Mdina’s rebellion encouraged disgruntled Maltese to form ad hoc companies in the countryside looking to punish French collaborators. Several Maltese identified Fra Sylvain as a traitor and collaborator with the new French government. He was a known friend of Fra Déodat Gratet de Dolomieu, who had abandoned the Order during the French Revolution and later accompanied Napoleon on his invasion of Malta as the chief scientist and geographer during the Egyptian campaign. While in Malta, Dolomeiu tried to convince his friend Fra Sylvain to join him in Egypt and serve as an artist depicting Egyptian monuments, just as the two had done in Italy a decade earlier. Fra Sylvain initially accepted, but in the end refused to go due to health issues. He remained in Malta under the new French Republican government administered by his uncle, President Jean de Bosredon de Ransijat.

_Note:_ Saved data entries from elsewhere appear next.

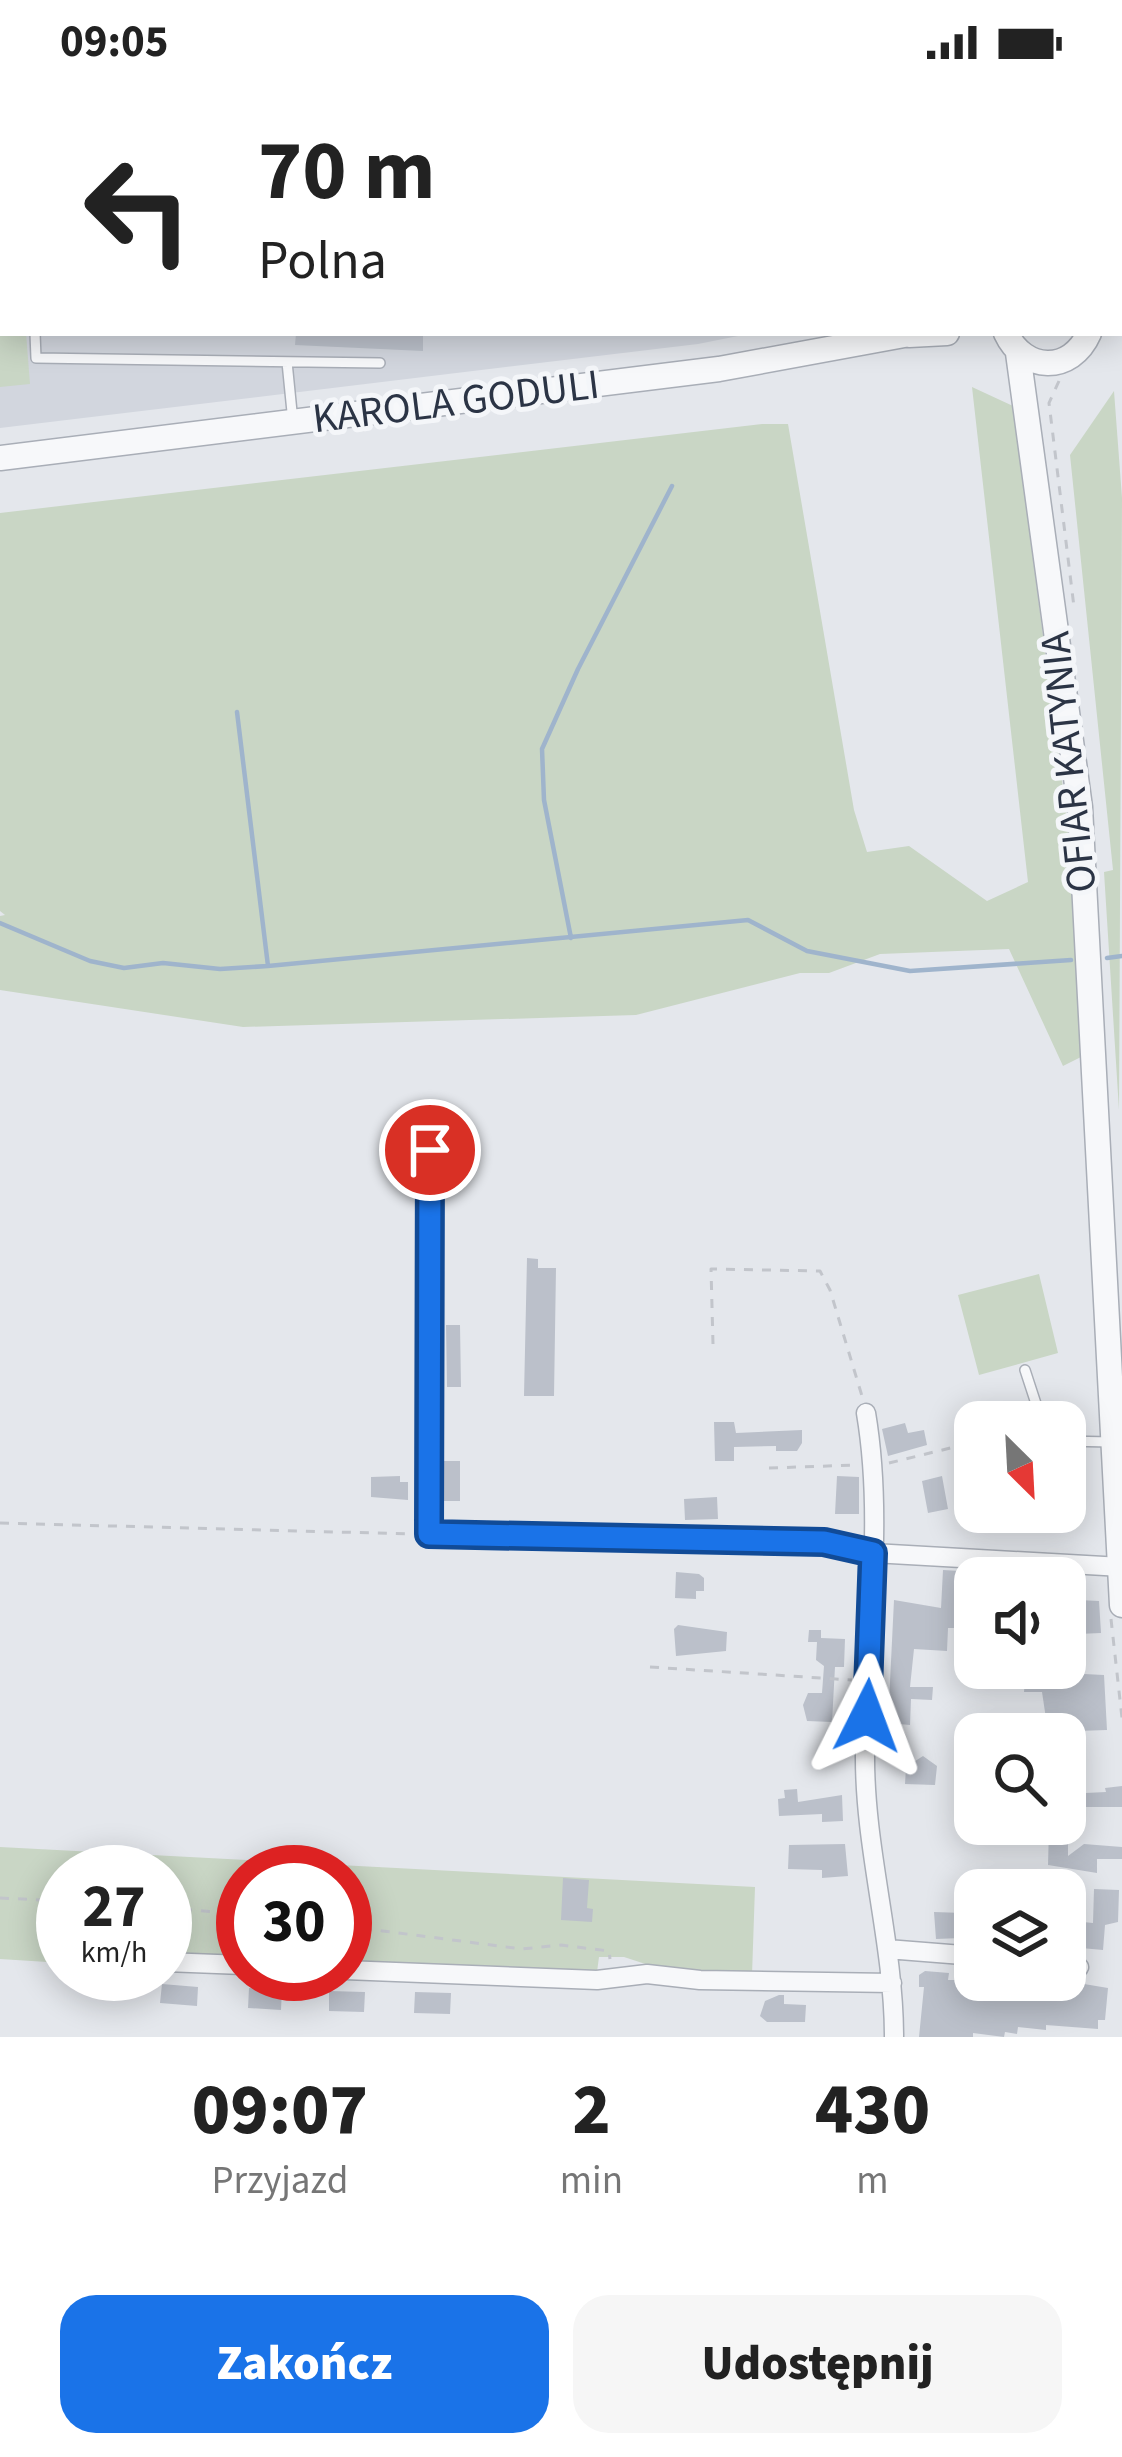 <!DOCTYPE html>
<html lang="pl">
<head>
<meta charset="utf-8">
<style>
  body { margin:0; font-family:"Source Sans 3",sans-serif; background:#f6f6f6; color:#222; height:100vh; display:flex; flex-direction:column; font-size:45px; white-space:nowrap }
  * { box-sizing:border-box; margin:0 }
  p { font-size:39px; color:#767676 }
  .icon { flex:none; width:66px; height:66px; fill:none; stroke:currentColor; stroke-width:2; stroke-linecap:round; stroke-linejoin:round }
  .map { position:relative; height:1953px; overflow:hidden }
  .drawer { display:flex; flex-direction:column; background:#fff; flex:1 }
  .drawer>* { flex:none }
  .banner { position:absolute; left:0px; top:0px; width:1122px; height:252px; box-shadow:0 6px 30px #0003; background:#fff; color:#222; overflow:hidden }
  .needle { width:78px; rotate:156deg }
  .controls { position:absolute; left:954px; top:1317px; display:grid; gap:24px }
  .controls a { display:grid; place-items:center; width:132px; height:132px; border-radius:24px; background:#fff; box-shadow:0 6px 30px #0003; font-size:60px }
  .speed { position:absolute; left:36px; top:1761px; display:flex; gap:24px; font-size:60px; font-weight:700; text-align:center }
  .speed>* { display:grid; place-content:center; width:156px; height:156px; border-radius:50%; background:#fff; box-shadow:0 6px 30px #0003; line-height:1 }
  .speed small { font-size:30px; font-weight:400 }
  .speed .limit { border:18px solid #d22; background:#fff; color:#111 }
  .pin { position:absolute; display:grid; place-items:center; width:102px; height:102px; color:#fff; margin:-51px; border:6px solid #fff; border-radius:50%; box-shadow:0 3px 12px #0007 }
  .me { position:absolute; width:132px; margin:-66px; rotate:3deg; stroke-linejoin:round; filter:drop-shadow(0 0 9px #0008) }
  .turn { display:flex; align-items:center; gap:42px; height:252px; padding:0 60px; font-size:54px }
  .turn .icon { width:156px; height:156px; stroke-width:2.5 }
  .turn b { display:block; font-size:84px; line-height:102px }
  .eta { display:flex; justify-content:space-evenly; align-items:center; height:204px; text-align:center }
  .eta b { font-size:72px; font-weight:800; line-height:84px }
  .cta { display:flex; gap:24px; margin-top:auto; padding:24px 60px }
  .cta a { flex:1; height:138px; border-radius:36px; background:#1a73e8; color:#fff; font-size:48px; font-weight:800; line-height:138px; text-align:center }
  .cta a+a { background:#f6f6f6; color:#222 }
  .status { display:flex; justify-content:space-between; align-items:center; height:84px; padding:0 60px; background:#fff; direction:ltr }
  .status svg { height:33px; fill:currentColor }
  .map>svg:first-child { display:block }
  .built { fill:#d2d6de }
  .green { fill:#c9d6c5 }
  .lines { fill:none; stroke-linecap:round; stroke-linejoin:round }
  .stream { stroke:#9fb4cc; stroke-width:4.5 }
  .building { fill:#bbc0ca }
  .service-casing { stroke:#a9aeb7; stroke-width:12 }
  .minor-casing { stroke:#a9aeb7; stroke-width:21 }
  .tertiary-casing { stroke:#a9aeb7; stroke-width:27 }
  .path { stroke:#c2c5cb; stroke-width:3; stroke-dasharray:9 9; stroke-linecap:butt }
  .service { stroke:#f7f8fa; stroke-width:9 }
  .minor { stroke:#f7f8fa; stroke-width:18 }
  .tertiary { stroke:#f7f8fa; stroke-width:24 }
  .route-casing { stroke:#114b97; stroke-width:30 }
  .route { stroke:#1a73e8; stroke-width:21 }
  .labels { text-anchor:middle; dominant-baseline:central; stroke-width:10; stroke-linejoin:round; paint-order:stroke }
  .street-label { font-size:42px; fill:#2b3445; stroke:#f4f6f9 }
</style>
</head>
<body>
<div class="status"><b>09:05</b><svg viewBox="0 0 49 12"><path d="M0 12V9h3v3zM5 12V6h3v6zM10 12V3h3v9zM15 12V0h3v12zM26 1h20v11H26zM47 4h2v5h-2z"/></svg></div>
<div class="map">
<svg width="1122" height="1953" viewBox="0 0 1122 1953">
  <rect width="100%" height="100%" fill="#e4e7ec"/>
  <path class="built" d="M 0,0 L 1076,0 L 3,3 L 3,249 L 753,249 L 698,260 L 0,344 Z"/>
  <path class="green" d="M 0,0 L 14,3 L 3,3 L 3,249 L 26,249 L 30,300 L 0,303 Z
    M 972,303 L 1013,322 L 1074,788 L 1087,970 L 1063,982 L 1009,865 L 880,870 L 829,889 L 800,889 L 636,931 L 243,943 L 0,906 L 0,832 L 5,831 L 0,827 L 0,429 L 762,340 L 788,340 L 854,726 L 867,768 L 909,762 L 987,817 L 1028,798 Z
    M 1114,307 L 1122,414 L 1119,1026 L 1104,788 L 1113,786 L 1070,371 Z
    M 1039,1190 L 1058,1269 L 979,1291 L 958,1211 Z
    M 0,1763 L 755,1803 L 752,1891 L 676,1890 L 624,1873 L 599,1873 L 597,1888 L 345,1877 L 345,1788 L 243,1788 L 243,1873 L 165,1870 L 165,1788 L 63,1788 L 63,1879 L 0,1875 Z"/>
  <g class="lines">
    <path class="stream" d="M 237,628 L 268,882
      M 0,839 L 90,877 L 124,884 L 163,879 L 220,885 L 268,882 L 748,836 L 807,867 L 910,887 L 1071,876
      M 571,854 L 544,716 L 542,665 L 578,585 L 672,402
      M 1107,874 L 1122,872"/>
  </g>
  <path class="building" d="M 296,249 L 423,249 L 423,267 L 295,261 Z
    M 527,1174 L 538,1175 L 538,1184 L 556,1184 L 554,1312 L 524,1312 Z
    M 446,1241 L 460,1241 L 461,1303 L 447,1303 Z
    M 714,1338 L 734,1338 L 736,1349 L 802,1346 L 802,1359 L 797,1367 L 776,1367 L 776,1362 L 734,1363 L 734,1377 L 715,1377 Z
    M 905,1339 L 908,1349 L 924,1346 L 927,1361 L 888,1372 L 882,1345 Z
    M 443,1377 L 460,1377 L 460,1417 L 443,1417 Z
    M 400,1392 L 400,1398 L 408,1398 L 408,1416 L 371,1413 L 371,1393 Z
    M 837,1392 L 859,1393 L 859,1430 L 835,1430 Z
    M 942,1392 L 948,1425 L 928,1429 L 922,1397 Z
    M 717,1413 L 718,1435 L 685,1436 L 684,1415 Z
    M 943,1486 L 960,1487 L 959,1502 L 975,1503 L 975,1524 L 957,1523 L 956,1544 L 948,1544 L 947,1567 L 914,1565 L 910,1603 L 933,1603 L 932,1616 L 911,1615 L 910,1641 L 888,1639 L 894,1516 L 941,1524 Z
    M 676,1488 L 699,1490 L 704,1494 L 704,1507 L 696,1507 L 696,1515 L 675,1514 Z
    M 1078,1516 L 1099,1517 L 1101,1549 L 1078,1550 Z
    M 678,1541 L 727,1548 L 726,1567 L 676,1572 L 674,1545 Z
    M 809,1546 L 821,1546 L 821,1554 L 845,1555 L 844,1583 L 835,1583 L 832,1638 L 807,1637 L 803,1621 L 808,1609 L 822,1609 L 824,1582 L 816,1576 L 817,1558 L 808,1558 Z
    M 1064,1589 L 1104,1591 L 1107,1646 L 1048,1648 L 1042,1608 L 1024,1608 L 1025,1595 L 1064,1595 Z
    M 923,1672 L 937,1682 L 935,1701 L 905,1700 L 906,1683 Z
    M 1122,1702 L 1122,1723 L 1065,1723 L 1065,1710 L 1106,1708 L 1105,1704 Z
    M 797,1705 L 798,1718 L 842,1711 L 843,1737 L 822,1738 L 822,1730 L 779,1732 L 778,1715 L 785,1714 L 784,1706 Z
    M 1049,1744 L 1068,1745 L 1068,1772 L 1084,1760 L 1122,1763 L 1122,1775 L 1097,1775 L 1097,1789 L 1048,1781 Z
    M 845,1760 L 848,1792 L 822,1794 L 822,1786 L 788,1785 L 789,1761 Z
    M 563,1794 L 589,1796 L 587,1824 L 593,1825 L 592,1838 L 561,1836 Z
    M 1094,1805 L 1119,1806 L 1118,1838 L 1105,1841 L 1103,1866 L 1081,1864 L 1083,1838 L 1093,1839 Z
    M 934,1828 L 963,1829 L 961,1854 L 936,1855 Z
    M 925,1887 L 949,1889 L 948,1896 L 1006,1896 L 1005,1904 L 1033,1906 L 1034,1896 L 1060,1896 L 1108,1904 L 1105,1936 L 1098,1936 L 1098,1945 L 1046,1941 L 1046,1946 L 1018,1943 L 1017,1950 L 1005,1948 L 1004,1953 L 973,1949 L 973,1953 L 919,1953 L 924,1903 L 919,1903 L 919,1891 Z
    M 162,1900 L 198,1903 L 197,1922 L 160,1919 Z
    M 249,1904 L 282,1905 L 281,1926 L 248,1924 Z
    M 329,1907 L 365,1908 L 364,1928 L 329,1927 Z
    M 415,1908 L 451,1909 L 450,1930 L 414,1929 Z
    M 779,1911 L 784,1911 L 784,1920 L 806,1921 L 805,1938 L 767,1938 L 760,1932 L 765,1917 Z"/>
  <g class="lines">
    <defs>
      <path id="service" d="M 30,3 L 30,0
        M 473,3 L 473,0
        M 998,3 L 999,0
        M 35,249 L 36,274 L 380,279
        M 287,278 L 293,338
        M 1025,1286 L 1042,1338
        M 1065,1357 L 1111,1358"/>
      <path id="minor" d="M 430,1066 L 429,1450 L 824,1458 L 873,1469 L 1122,1483
        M 866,1329 C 885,1442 865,1555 865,1669 C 864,1765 894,1858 894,1953
        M 887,1865 L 975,1872
        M 165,1878 L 243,1881
        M 1065,1879 L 1079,1883
        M 345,1886 L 597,1896 L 647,1890 L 700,1896 L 892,1899"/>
      <path id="tertiary" d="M 1119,17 L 1122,9
        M 1006,249 C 1024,288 1071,290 1089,249
        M 909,251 L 947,249
        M 1018,269 L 1080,723 L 1122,1521
        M 0,374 L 719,285 L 915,249"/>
    </defs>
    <use href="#service" class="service-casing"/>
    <use href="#minor" class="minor-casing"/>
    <use href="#tertiary" class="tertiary-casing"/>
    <path class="path" d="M 1119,178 L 1122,175
      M 1059,297 L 1049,319 L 1074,523
      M 713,1260 L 711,1185 L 820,1187 L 830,1206 L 862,1312
      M 889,1379 L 975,1358
      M 769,1384 L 856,1381
      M 0,1439 L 412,1450
      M 1111,1535 L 1122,1634
      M 650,1583 L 852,1596
      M 0,1814 L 63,1817
      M 165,1824 L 243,1830
      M 345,1842 L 522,1865 L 561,1861 L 609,1867 L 610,1875"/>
    <use href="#service" class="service"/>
    <use href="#minor" class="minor"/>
    <use href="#tertiary" class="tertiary"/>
  </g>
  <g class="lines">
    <defs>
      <path id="route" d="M 430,1066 L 429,1450 L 824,1458 L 873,1469 L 867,1632"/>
    </defs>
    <use href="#route" class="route-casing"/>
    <use href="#route" class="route"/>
  </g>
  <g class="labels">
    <g class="street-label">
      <text transform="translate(456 318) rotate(-7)">KAROLA GODULI</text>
      <text transform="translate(1069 678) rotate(-96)">OFIAR KATYNIA</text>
    </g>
  </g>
</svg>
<div class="controls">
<a><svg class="needle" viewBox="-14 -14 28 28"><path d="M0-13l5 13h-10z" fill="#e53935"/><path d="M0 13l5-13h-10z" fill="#767676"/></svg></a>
<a><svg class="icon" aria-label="sound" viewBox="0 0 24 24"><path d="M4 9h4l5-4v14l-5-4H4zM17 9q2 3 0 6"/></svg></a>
<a><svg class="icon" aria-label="search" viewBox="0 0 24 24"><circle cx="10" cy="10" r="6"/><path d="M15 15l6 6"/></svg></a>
<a><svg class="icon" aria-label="layers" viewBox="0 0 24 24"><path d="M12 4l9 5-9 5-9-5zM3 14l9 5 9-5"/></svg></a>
</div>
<div class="speed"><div>27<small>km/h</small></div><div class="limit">30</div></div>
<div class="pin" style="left:430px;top:1066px;background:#d93025"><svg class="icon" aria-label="arrive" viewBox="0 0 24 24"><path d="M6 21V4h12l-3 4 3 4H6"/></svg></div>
<svg class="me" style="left:867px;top:1632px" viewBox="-20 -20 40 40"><path d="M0-17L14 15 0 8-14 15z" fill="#1a73e8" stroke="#fff" stroke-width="4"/></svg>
<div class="banner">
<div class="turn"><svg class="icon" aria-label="left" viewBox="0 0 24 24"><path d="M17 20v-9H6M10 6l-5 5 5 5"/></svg><div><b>70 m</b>Polna</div></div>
</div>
</div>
<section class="drawer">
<div class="eta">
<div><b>09:07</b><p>Przyjazd</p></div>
<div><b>2</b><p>min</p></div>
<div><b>430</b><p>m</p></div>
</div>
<div class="cta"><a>Zakończ</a><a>Udostępnij</a></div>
</section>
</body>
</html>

On the morning of September 4, one day after the liberation of Mdina, the Maltese insurrectionists encountered Fra Sylvain at the villa of Casa Blaca. They accused Fra Sylvain of sending information to his uncle about the movements of the Maltese and their activities against the French. Under the punishing morning Mediterranean sun, the revolutionaries executed the knight and buried him under a tree in the villa’s courtyard. The act was ignominious and violent, typical of the extrajudicial justice that can accompany a rebellion. Its tragedy was recorded by Count Saverio Marchese some years later on the verso side of the idyllic landscape drawing completed by Fra Sylvain in Malta eight years before his death (CMUS 00241). With both realism and imagination, Count Marchese recorded the details of Fra Sylvain’s life and execution, foretold in the musket shots from the bastions of Mdina days before his death:
“The said knight Bourdon [Bosredon] lived a long time in the garden of Balí Blacas situated at the foot of the hill of the church of Atocia and opening on the Saint Joseph Road, where he passed his time drawing lovely and beautifully colored landscapes of all sizes like this one. In the first days of of the Maltese insurrection against the French tyranny, on 4 September 1798, while in that area all measures were being taken to blockade the city [Valletta], he was discovered to be in secret contact with his uncle, who was in the city, feeding him information on all the activities of the insurgents, who were desperately fighting for God and country. Taken thus in the act, his skull was cleft in two with a mattock like a melon without any ceremony and more according to the usage of war, and was immediately buried in the clothes he was wearing in a shallow grave at the main door of the villa of the garden near the two columns. A very sad but inevitable occurrence during the furor of the insurrection against the conspirator.”
—Count Saverio Marchese. From Carmel Testa’s The French in Malta, 1798–1800 (Malta: Midsea Books Limited, 1997), pages 271, 278.